A 6.1 Quake Shakes Up the Napa Wine Country
Our neighbor (two houses down) called to say he wanted some of my Henny Penny Farmette honey and would be at the front door at 7:30 a.m.
I was out feeding the chickens, but after my husband gave me the message, I got a jar off the shelf and went to meet our neighbor. He asked me if I’d heard about the quake that had happened at 3:20 a.m., centered in American Canyon, about five miles southwest of Napa.
I hadn’t felt it, but his wife had. Napa is exactly 34 miles from our farmette and it was a fairly large quake at 6.1, according to seismologists. The 1989 Loma Prieta quake, by contrast, was a 7.0 quake on the San Andreas Fault, a major fault line.
The Loma Prieta Quake is the one I’ll never forget. At 5:04 p.m., it interrupted a Bay Area World Series game that my husband attended with a buddy. Candlestick Park went dark and San Francisco, because of broken gas lines, erupted in flames. My husband couldn’t get back home until 4:00 in the morning.
According to Dan Vergano, writing for National Geographic, the Napa Valley quake likely was caused by a series of cracks beneath the earth “tied to the famed and feared San Andreas Fault.

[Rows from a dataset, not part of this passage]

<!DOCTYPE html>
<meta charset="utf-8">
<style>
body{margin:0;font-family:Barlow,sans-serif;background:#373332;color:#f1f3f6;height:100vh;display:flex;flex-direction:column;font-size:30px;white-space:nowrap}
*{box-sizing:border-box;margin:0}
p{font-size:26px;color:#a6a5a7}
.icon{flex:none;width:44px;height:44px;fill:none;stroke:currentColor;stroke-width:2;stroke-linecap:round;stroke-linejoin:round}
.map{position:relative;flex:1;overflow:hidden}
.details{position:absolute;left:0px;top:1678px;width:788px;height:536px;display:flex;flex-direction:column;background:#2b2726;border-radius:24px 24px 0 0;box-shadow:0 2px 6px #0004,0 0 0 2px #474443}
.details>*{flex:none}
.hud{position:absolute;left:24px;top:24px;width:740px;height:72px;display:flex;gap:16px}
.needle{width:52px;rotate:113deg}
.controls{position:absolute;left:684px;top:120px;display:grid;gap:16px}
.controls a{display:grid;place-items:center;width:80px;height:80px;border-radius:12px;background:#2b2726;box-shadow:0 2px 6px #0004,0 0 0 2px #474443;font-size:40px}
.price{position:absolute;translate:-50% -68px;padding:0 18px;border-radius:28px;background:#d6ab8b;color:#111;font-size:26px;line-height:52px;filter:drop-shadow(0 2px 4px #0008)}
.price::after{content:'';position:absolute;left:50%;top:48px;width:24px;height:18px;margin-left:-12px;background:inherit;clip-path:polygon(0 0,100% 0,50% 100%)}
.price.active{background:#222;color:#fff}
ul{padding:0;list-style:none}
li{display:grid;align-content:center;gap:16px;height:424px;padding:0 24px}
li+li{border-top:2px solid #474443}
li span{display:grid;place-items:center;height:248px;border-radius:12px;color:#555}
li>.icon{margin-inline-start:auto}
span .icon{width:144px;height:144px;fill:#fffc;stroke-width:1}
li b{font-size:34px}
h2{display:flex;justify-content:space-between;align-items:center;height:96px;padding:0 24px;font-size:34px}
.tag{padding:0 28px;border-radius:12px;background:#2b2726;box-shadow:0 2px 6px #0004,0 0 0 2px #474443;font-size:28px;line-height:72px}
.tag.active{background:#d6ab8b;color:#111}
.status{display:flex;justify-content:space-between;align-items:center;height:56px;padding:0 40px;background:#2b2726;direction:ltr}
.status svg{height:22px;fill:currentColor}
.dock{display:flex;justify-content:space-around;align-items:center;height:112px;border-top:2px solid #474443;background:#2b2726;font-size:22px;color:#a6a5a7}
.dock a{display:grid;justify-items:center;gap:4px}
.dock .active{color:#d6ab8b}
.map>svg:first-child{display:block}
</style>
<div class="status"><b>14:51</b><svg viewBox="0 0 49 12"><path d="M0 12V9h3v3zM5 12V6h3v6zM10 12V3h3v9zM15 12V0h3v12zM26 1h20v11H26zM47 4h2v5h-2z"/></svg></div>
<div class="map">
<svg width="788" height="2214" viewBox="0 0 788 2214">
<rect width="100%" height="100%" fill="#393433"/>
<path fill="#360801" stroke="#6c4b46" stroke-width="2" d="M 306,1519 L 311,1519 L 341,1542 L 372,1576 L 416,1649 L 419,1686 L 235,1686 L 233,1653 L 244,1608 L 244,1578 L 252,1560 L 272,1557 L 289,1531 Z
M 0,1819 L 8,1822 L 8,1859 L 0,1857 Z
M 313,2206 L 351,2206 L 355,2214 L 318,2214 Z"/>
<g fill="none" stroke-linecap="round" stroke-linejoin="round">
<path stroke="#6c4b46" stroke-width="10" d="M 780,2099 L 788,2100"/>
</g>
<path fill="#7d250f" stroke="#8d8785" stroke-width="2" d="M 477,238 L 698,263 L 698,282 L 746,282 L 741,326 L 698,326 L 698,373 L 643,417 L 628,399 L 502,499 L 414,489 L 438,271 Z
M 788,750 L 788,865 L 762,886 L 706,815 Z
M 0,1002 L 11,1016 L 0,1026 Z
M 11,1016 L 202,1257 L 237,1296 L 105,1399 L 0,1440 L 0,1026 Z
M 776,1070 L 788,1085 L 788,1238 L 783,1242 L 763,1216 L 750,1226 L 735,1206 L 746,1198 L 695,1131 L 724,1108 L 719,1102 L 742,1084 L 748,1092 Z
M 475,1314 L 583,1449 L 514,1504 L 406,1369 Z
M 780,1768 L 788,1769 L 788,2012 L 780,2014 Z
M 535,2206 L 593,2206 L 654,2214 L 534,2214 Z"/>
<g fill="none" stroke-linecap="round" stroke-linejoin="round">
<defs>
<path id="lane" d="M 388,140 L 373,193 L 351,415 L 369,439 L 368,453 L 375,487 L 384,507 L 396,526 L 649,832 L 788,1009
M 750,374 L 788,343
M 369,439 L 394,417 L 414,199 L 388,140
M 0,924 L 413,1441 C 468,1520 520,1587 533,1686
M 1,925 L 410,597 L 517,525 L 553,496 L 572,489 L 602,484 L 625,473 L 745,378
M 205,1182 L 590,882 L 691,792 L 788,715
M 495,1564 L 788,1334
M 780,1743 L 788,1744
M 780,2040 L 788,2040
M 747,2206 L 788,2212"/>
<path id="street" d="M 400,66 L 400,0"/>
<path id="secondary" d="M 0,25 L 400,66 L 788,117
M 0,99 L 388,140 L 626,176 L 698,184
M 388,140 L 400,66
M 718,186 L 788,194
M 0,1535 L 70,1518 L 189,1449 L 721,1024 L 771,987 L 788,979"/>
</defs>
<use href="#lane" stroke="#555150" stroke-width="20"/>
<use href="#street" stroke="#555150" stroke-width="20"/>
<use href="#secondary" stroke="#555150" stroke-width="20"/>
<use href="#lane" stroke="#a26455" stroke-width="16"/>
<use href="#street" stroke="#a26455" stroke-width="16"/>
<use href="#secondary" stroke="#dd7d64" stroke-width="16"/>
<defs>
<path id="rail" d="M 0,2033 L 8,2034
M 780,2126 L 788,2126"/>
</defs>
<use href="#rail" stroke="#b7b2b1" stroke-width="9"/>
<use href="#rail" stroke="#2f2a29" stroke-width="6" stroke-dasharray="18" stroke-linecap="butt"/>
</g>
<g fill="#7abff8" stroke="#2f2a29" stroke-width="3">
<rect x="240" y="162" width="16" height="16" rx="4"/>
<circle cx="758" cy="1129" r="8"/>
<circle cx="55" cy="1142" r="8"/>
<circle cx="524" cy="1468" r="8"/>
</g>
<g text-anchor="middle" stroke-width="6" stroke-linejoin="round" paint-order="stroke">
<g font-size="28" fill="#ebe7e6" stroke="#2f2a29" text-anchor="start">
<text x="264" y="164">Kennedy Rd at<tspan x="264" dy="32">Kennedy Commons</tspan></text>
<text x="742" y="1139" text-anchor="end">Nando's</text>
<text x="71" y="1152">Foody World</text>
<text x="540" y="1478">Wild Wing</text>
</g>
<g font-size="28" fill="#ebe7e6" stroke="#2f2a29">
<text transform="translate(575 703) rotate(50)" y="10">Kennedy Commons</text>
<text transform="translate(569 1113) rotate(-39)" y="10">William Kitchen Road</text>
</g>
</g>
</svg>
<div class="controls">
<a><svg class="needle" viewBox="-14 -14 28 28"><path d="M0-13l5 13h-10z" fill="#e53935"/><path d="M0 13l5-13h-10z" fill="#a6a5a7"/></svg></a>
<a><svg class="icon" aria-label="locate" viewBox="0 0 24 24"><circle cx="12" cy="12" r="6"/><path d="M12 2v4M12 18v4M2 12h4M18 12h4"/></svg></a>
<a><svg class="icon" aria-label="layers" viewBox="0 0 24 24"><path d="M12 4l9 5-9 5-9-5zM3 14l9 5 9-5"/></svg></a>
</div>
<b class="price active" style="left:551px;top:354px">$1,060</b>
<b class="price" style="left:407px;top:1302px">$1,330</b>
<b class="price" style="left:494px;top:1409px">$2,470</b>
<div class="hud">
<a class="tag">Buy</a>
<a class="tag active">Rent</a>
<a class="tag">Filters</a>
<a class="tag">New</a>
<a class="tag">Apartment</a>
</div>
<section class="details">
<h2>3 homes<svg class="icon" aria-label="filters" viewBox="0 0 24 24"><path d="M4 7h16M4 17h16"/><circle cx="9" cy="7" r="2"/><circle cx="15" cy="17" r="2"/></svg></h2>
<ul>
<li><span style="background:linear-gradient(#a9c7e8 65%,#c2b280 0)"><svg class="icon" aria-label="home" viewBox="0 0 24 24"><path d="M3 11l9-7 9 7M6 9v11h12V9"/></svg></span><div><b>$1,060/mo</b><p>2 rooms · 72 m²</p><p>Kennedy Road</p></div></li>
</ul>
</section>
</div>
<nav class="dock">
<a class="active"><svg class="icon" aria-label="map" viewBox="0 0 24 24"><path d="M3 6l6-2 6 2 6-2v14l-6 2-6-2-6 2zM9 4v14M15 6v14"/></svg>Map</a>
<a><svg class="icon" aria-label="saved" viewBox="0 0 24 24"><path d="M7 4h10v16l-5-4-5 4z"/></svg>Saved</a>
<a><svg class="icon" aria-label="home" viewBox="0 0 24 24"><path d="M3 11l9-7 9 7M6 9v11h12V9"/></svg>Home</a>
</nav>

Vergano went on to say that some early reports suggested that the quake may have been provoked by the Franklin Fault that has been dormant for 1.6 million years. See http://news.nationalgeographic.com/news/2014/08/1400824-earthquakes-usgs-napa-california-faults-science/
The news reports videos on local television stations showed cracks through vineyards and across Highway 121 as well as wine bottles strewn on the floor at wineries. See, https://www.yahoo.com/travel/this-is-what-it-looks-like-when-an-earthquake-hits-wine-95640002407.html
The Napa airport control tower lost its windows. The Gold Rush-era buildings downtown are badly damaged, some in spite of earthquake retrofitting. The quake ran roughly 6.7 miles beneath Napa wine country (by contrast the Loma Prieta quake ran about 11 miles deep).
The cleanup is on; the community is pulling together as our Bay Area folks and first-responders always do in times of emergency or natural disaster.